Jul
13
2015

Accelerometers, or motion-sensing devices, for animals have historically been expensive and complicated to use, including in clinical studies. But with the explosion of human electronic wearables, it was only a matter of time before that changed.

A new study published by Colorado State University (CSU) researchers on July 4 in BioMed Central looked specifically at one of those wearables, Whistle, a smart-phone based device, and compared it to a previously-validated accelerometer.

(Whistle enables a pet owner to take notes, share photos, log the administration of medications, and monitor a dog’s physical activity via a smartphone or tablet.)

The study results—that there was a correlation between the two accelerometers—were not surprising to the researchers. (The study was a necessary precursor to the use of wearables such as Whistle in clinical studies.)

But Whistle isn’t the only wearable CSU is studying. They are also evaluating others, and conducting ongoing research to address how best to use the new technology, Felix Duerr, DVM, ACVS, ACVSMR, at CSU’s Small Animal Orthopedics and Sports Medicine program, told NEWStat.

“So far I have found that every device is different and I think it’s important that we evaluate them closely when using them for research purposes. For personal use, I believe that they all will provide valuable feedback for the owner.”

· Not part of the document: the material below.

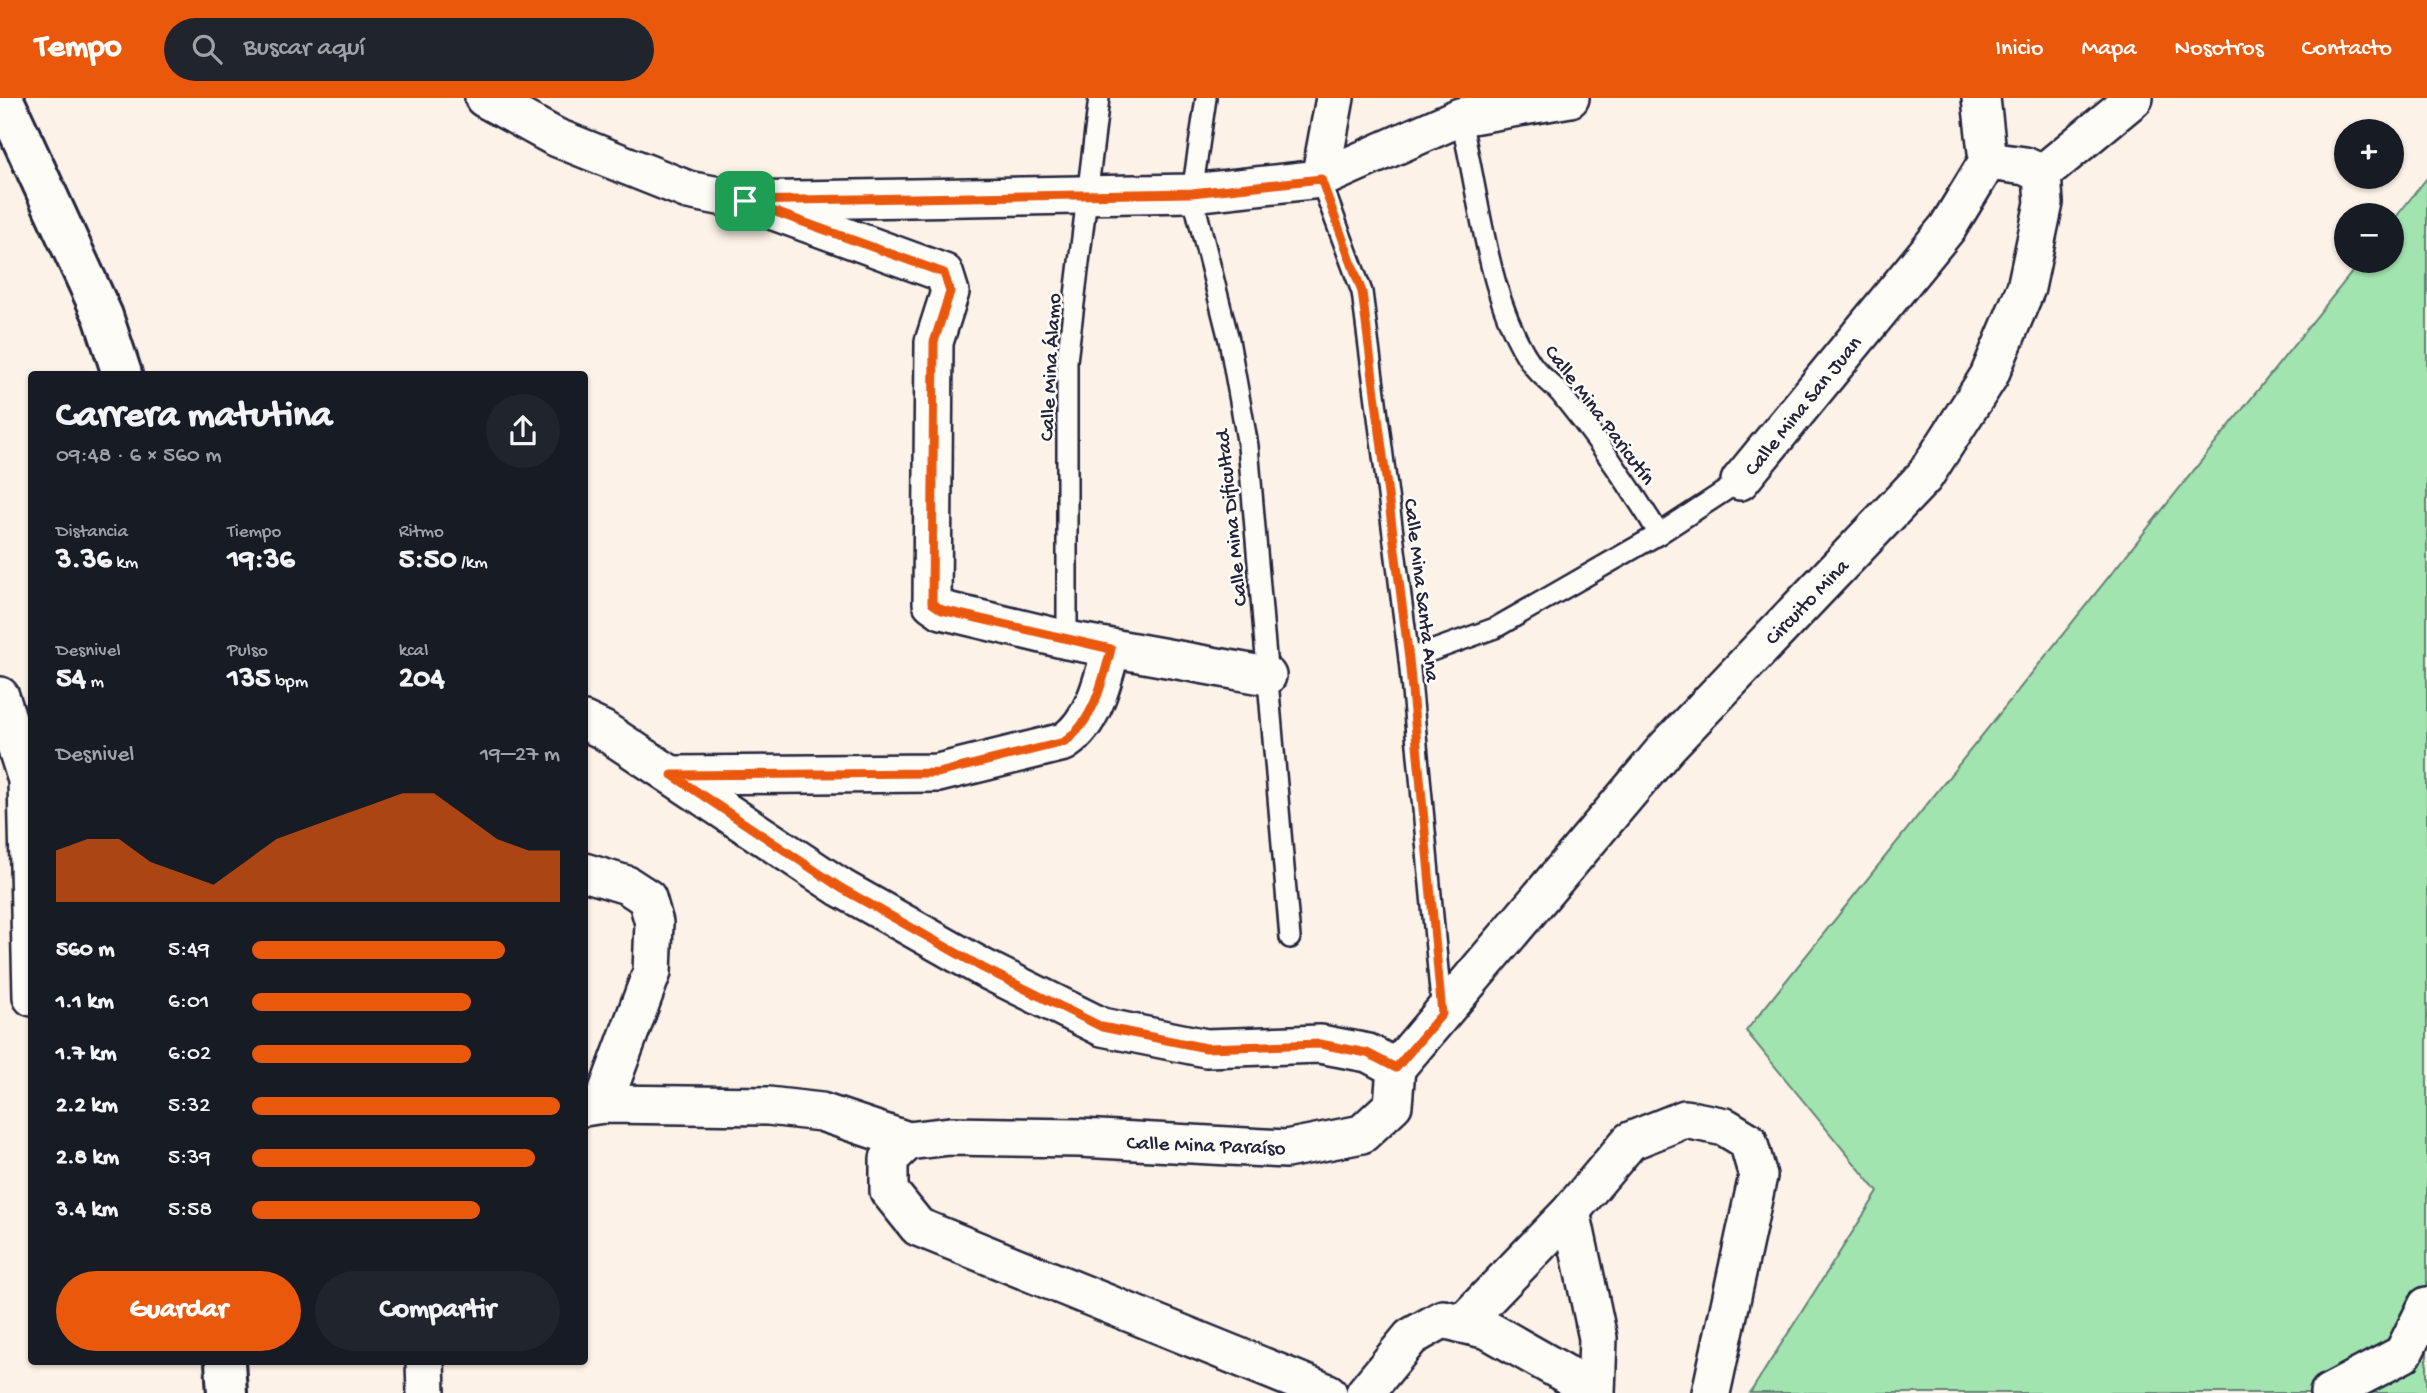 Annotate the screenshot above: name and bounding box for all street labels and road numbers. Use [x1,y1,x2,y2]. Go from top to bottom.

While the use of such devices is still in its infancy, benefits are emerging.

According to a 2007 study in the American Journal of Veterinary Research (AJVR), at-home accelerometers are helpful not only in chronic disease clinical trials, but also for monitoring dogs with heart failure, chronic pain, or other activity-limiting disorders, reported the American Veterinary Medical Association (AVMA).

One of the challenges with wearables, noted the AVMA, is the lack of ways to integrate the data with a practice’s electronic health records, or how, and by whom, that data will be interpreted.